On the Chances of Migrant Voices Making It Through: Records of Migration in Contemporary Irish Poetry
摘要
This paper discusses the relatively recent shift in perspective in Irish poetry from the experience of emigration to the experience of immigration. To do so, it places Vona Groarke’s Hereafter: The Telling Life of Ellen O’Hara (2022) in dialogue with a selection of contemporary poems written by five migrant women poets of colour: Chiamaka Enyi-Amadi, Nandi Jola, Nithy Kasa, Chandrika Narayanan-Mohan, and Nidhi Zak/Aria Eipe.

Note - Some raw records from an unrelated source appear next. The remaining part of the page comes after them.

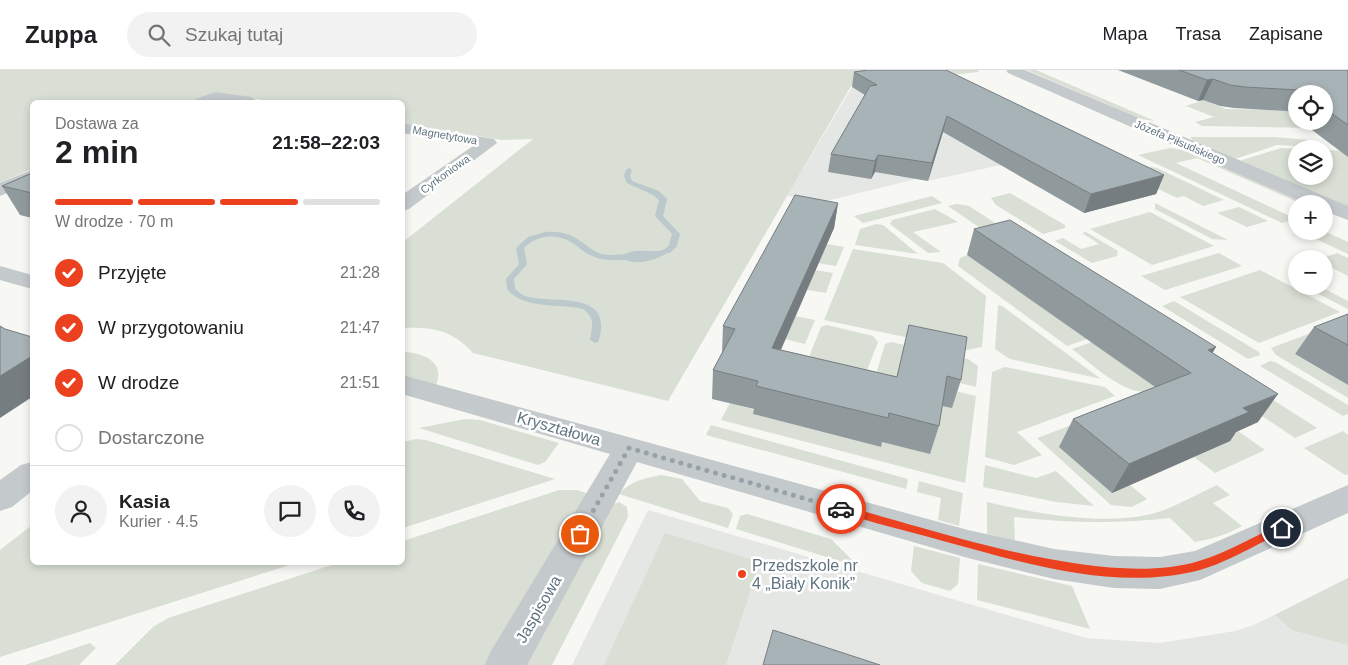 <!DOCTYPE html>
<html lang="pl">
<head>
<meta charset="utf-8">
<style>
	:root { --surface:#fff; --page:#f2f2f2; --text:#202124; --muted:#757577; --line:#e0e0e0; --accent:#ec411f }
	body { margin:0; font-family:Helvetica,sans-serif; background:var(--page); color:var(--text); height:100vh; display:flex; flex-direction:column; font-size:19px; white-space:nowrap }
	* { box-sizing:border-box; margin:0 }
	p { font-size:16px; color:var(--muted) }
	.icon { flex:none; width:28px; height:28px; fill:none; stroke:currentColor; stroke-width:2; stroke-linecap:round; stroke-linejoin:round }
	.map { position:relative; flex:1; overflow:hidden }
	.panel { position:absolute; left:30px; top:30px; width:375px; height:465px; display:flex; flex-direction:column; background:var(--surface); border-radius:8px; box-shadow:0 2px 8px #0003 }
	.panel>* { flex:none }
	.tools { position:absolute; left:1288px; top:15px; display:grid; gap:10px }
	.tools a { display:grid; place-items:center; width:45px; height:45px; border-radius:50%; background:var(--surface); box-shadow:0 2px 8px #0003; font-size:25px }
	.pin { position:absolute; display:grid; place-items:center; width:42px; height:42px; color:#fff; margin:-21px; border:2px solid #fff; border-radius:50%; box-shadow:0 1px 5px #0007 }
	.courier { position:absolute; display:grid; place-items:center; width:50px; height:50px; margin:-25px; border:4px solid #ec411f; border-radius:50%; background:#fff; color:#222; box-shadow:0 1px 6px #0007 }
	.headline em { font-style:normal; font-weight:700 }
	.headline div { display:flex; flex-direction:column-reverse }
	.headline { display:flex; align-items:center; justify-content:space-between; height:85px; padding:0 25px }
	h1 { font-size:32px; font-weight:700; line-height:38px }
	.bar { display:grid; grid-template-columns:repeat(4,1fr); gap:8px 5px; align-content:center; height:60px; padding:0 25px }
	.bar i { height:6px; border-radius:4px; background:var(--line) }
	.bar .active { background:var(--accent) }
	.bar p { grid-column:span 4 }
	.line { display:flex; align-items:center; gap:12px; padding:0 25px; border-top:1px solid var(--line) }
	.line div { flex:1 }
	.round { display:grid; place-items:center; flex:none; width:52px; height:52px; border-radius:26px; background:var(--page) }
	ol { padding:0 25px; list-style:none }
	li { display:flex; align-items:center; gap:15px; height:55px }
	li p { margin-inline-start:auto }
	li .icon { padding:5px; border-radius:50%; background:var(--accent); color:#fff; stroke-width:4 }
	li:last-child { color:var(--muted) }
	li i { width:28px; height:28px; border:2px solid var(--line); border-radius:50% }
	header { display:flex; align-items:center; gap:30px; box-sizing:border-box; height:70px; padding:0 25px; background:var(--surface); border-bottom:1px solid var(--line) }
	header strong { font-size:24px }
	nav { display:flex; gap:28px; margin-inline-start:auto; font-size:18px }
	.search { width:350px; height:45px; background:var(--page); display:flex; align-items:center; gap:12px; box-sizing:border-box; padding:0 18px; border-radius:28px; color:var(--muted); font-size:19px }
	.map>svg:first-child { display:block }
	.built { fill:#e5e7e5 }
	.green { fill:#d9dfd4 }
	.water { fill:#bbc8cc }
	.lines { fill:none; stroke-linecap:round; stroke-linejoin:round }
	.stream { fill:#bbc8cc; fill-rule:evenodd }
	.street { fill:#c4c9cb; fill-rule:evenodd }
	.wall { fill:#909a9d }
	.shaded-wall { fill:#767d80 }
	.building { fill:#a8b3b7; stroke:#767d80 }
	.route { fill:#ec411f }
	.done { stroke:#95a2a9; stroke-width:5; stroke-dasharray:0 9 }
	.poi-dot { fill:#ec411f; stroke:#fff; stroke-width:2 }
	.labels { text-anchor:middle; stroke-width:5; stroke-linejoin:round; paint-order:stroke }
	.far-street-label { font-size:11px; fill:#607580; stroke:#fff }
	.near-street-label { font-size:16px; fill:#607580; stroke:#fff }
	.near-poi-label { font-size:16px; fill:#607580; stroke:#fff; text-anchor:start }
</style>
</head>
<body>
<header>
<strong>Zuppa</strong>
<div class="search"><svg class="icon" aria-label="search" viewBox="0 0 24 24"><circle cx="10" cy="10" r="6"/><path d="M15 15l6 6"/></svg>Szukaj tutaj</div>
<nav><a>Mapa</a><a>Trasa</a><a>Zapisane</a></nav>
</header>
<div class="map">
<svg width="1348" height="595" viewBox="0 0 1348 595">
	<rect width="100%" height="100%" fill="#f7f7f4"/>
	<!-- built -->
	<path class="built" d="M852,17L1069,80L928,111L916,109L822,132L787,126Z
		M648,440L1086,568L1160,573L1235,561L1254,555L1348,508V595H572Z"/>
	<!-- green -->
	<path class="green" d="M0,0H979L978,2L851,16L668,331L473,283C452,260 433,257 403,258V172L533,69L502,70L403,53L402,32H275L215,23L191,32H32V99L0,113Z
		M1027,0H1036L1155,51L1141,49Z
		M1204,30L1226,39L1296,40V51H1324L1348,41L1313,58L1202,56L1195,52L1214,47L1186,36Z
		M1190,67H1275L1309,70L1315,77L1277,75L1235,89L1194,72Z
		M1170,78L1189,81L1311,134H1302L1197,88L1176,93L1296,149L1282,153L1138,85Z
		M1281,78L1301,79H1296V106H1324V80L1348,81L1346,85L1348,87V137L1239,91Z
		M1132,94L1157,98L1224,130L1203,136L1184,126L1177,128L1136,108Z
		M1010,123L1065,155V158L1043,164L996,135L991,128Z
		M932,126L942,133L863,153L854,146Z
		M1155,133L1228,170L1212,169L1155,139Z
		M957,134L969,136L1006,160L989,164L948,136Z
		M1239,137L1268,151L1247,157L1217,143Z
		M935,139L958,152L913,162L941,182L928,183L890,154L892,150Z
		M1150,142L1214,176L1152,195L1090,159Z
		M876,154L883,155L918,184L855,175L860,159Z
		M1309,161H1324L1348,172V184L1303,163Z
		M1086,162L1118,181L1117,186L1092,193L1055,171L1063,168L1081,179L1099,174L1082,163Z
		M827,174L844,177L836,196L818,193Z
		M853,179L943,193L986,226L982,277L967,280L824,250Z
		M1219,183L1242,196L1165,220L1141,206Z
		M1337,183L1348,188V206L1324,194V189H1320Z
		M968,185L1087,269L1067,276L958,196L960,188Z
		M815,200L833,203L826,223L807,220Z
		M1260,200L1340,242L1259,273L1180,227Z
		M1303,216H1319L1348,231V239Z
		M1174,231L1259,282L1260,285L1248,289L1162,236Z
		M998,235L1002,236L1101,309L1010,289L995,279Z
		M795,246L815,250L805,274L785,269Z
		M1348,249L1295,284L1348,315V328L1276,285L1271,278Z
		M827,255L873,266L878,272L866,303L809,287L821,257Z
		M891,272L968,289L978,296L976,317L956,312L893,320L874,311L885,274Z
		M1092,272L1159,320C1128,331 1095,296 1072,279Z
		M402,282C424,282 447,293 435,317L403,307Z
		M1270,291L1275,292L1348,335V344L1343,346L1260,296Z
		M1005,297L1105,317L1115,326L1017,362L1042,385L1014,395L985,387L992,302Z
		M1242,310L1317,358L1295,368L1223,320Z
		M955,321L976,326L965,413L721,350L730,333L755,340L754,344L880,377L882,372Z
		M1141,329L1130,415L1147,429L1132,437L1111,435L1037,368Z
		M465,349L480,350L559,373L545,392L538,395L419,358Z
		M711,355L908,409L906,419L706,365Z
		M1238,361L1265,380L1215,403L1194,387L1229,371L1224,367Z
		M1343,361L1348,365V404L1345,405L1304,378Z
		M416,369L426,370L555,409L403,458V372Z
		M985,395L1036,408L1056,401L1094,436L1056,432L983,417Z
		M661,405L682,409L700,431L728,438L733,444L728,458L619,424C631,411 644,408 661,405Z
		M919,411L963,423L959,456L938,450L941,428L917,422Z
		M1217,415L1230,425L1213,433L1242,456C1226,465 1212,469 1195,472L1170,448C1117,454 1067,453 1014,447L1015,471L987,464V432C1033,443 1100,455 1147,445C1171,440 1195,425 1217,415Z
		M559,420H577L589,424L488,595H115L153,557L168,548L338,493L402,492L403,471Z
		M619,432L627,437L628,447L552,595H525L614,434Z
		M747,444L831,469L859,497L736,459L740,446Z
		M32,455V492L296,493L0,587V480Z
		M665,463L760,492L726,595H604Z
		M914,476L960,488L958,514L950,521L922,513L911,501Z
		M978,494L1072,516L1090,559L977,530Z
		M1348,508V575L1292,560L1275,545Z
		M90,573L96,578L79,595H25Z"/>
	<!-- water -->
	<path class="water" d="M672,168L676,172L675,177C664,188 635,199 621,187C636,174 655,187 670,177Z"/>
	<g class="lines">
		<!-- stream -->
		<path class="stream" d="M629,98L632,100L630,106L632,111L659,121L667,129L663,146L680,164L677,176L670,183H664L663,181L669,175L672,164L655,146L659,130L653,125L627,113L624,106L626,100Z
			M545,162C557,161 569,163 579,170C587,175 593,182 602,184C612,187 634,181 640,186C635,190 628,190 621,190C611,191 600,190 590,185C583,182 578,176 571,172C556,163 536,165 524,178L527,194L514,209L515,219C517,220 519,223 521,224C542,236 603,219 601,257C601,262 600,267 598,272L595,273L590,270C592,256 596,249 583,239C559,233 524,240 507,219L506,209L519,194L516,178L528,167Z"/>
		<!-- street -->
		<path class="street" d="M1006,0H1025L1348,136V150L1324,141V134H1307L1008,3Z
			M215,22L251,27L259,32H194L196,29Z
			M402,53L488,68L494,69L497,73L409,139L402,141V125L473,76L402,63Z
			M32,100V113L0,126V113Z
			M0,196L32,205V219L0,210Z
			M402,305L968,460L1054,479L1114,486L1160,487L1195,481L1348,415V443L1200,510L1160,519L1114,518L1054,509L968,488L637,392L527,595H485L491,581L610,384L402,324Z
			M32,392V421L12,437L0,441V410L21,395Z"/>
	</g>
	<!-- wall -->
	<path class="wall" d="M1118,0H1348V87L1300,51H1324V24H1296V48L1287,41L1234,38L1220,36L1203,30L1198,31Z
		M854,2L1164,105L1156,124L1084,143L943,62L928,111L875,102L871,109L828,102L831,84L865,25L852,17Z
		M32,103V148L20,145L2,116Z
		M838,133L834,158L781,280L897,307L909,255L961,310L952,338L942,336L939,356L930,384L882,372L881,377L753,344L754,339L712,329L713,300L722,283L723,256Z
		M974,159L1213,283L1258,352L1236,362L1230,371L1112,423L1059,377L1073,349L1155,317L967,185Z
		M1348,244V315L1295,284L1314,257Z"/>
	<!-- shaded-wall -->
	<path class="shaded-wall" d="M1213,9L1203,30L1198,31L1207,10Z
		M947,46L943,62L928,111L932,93Z
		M878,85L875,102L871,109L875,91Z
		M1164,105L1156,124L1084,143L1091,124Z
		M838,133L834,158L769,306L772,278Z
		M1216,277L1200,305L1208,280Z
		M32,286V327L0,348V306Z
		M1278,324L1258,352L1236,362L1230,371L1112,423L1129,394L1243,338Z"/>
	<!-- building -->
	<path class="building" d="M868,0H946L1164,105L1091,124L947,46L932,93L878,85L875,91L831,84L870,16L877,15L854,2Z
		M1179,0H1348V55L1324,38V24H1303L1298,20L1245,17L1230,15L1213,9L1207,10Z
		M32,103V123L2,116Z
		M795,125L838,133L772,278L897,307L909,255L967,267L961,310L947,306L939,356L889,343L888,348L756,316L758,311L713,300L735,259L723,256Z
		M1010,150L1216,277L1208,280L1278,324L1243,338L1249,342L1129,394L1073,349L1191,303L974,159Z
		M1348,244V275L1314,257Z
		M0,256L5,259L32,267V286L0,306Z
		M773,560L880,595H763Z"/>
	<!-- route -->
	<path class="route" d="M841,435C935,460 1105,520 1199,491C1226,483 1253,467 1279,455L1282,454L1287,458L1286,461C1261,472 1224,494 1200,500C1115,522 1025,493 943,471C908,461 872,453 837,441V436Z"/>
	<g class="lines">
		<!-- done -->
		<path class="done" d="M580,464L629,378L841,439"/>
	</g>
	<!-- markers -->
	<circle class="poi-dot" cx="742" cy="504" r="5"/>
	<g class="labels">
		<!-- far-street labels -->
		<g class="far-street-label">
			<text transform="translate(445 65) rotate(10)" y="4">Magnetytowa</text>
			<text transform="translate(1180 72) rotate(23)" y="4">Józefa Piłsudskiego</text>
			<text transform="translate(445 104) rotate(-36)" y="4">Cyrkoniowa</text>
		</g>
		<!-- near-street labels -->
		<g class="near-street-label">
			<text transform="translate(559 358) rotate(16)" y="6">Kryształowa</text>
			<text transform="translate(538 539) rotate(-60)" y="6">Jaspisowa</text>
		</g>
		<!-- near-poi labels -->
		<g class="near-poi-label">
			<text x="752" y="501">Przedszkole nr<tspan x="752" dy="18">4 „Biały Konik”</tspan></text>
		</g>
	</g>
</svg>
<div class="tools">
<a><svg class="icon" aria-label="locate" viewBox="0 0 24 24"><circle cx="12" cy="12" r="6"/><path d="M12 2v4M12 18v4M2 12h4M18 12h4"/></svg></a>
<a><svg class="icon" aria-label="layers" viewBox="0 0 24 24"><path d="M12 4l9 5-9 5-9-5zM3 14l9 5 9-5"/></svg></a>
<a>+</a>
<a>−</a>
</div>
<div class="pin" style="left:580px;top:464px;background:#ea580c"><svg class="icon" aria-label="bag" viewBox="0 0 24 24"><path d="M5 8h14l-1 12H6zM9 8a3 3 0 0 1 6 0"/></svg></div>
<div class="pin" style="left:1282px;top:458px;background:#1f2937"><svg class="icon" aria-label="home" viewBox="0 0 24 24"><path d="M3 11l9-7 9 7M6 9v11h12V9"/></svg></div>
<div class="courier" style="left:841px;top:439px"><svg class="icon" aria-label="car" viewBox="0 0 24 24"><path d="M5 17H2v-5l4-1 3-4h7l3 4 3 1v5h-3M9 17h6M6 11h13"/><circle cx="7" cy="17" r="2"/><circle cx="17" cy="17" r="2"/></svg></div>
<section class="panel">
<div class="headline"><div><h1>2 min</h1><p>Dostawa za</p></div><em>21:58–22:03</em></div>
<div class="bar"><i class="active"></i><i class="active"></i><i class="active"></i><i></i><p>W drodze · 70 m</p></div>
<ol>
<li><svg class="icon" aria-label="check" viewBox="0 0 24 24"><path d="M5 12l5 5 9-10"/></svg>Przyjęte<p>21:28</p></li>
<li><svg class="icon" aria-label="check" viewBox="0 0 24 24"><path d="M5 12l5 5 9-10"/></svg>W przygotowaniu<p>21:47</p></li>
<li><svg class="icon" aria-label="check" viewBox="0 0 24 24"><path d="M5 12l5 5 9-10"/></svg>W drodze<p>21:51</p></li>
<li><i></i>Dostarczone</li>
</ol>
<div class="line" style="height:90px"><a class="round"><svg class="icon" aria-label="person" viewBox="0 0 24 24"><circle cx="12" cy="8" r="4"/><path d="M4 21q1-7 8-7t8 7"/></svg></a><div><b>Kasia</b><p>Kurier · 4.5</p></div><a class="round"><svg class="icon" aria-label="chat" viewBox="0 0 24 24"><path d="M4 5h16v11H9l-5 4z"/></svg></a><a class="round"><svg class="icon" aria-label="phone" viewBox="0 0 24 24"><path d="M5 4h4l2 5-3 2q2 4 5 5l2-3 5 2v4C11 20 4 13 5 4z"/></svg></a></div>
</section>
</div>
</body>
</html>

The widespread discourse around migration in Ireland usually tends to conflate past experiences of emigration, such as the one narrated in Hereafter, with present experiences of immigration. One of the aims of this paper is to test the limits of this comparison against these examples of poetry written in Ireland in recent years which deal both with the themes of emigration and immigration. Groarke’s Hereafter is a hybrid text piecing together the life of Ellen O’Hara, the poet’s great grandmother. This chapter shows how the unsettled emigration narrative in Hereafter can help refresh the link that is often made between the Irish experience of emigration and the inward migrations of today, and offers a reading of poems which present us with voices that deepen our understanding of migration through the ways in which they thematise “arrival” in our contemporary context.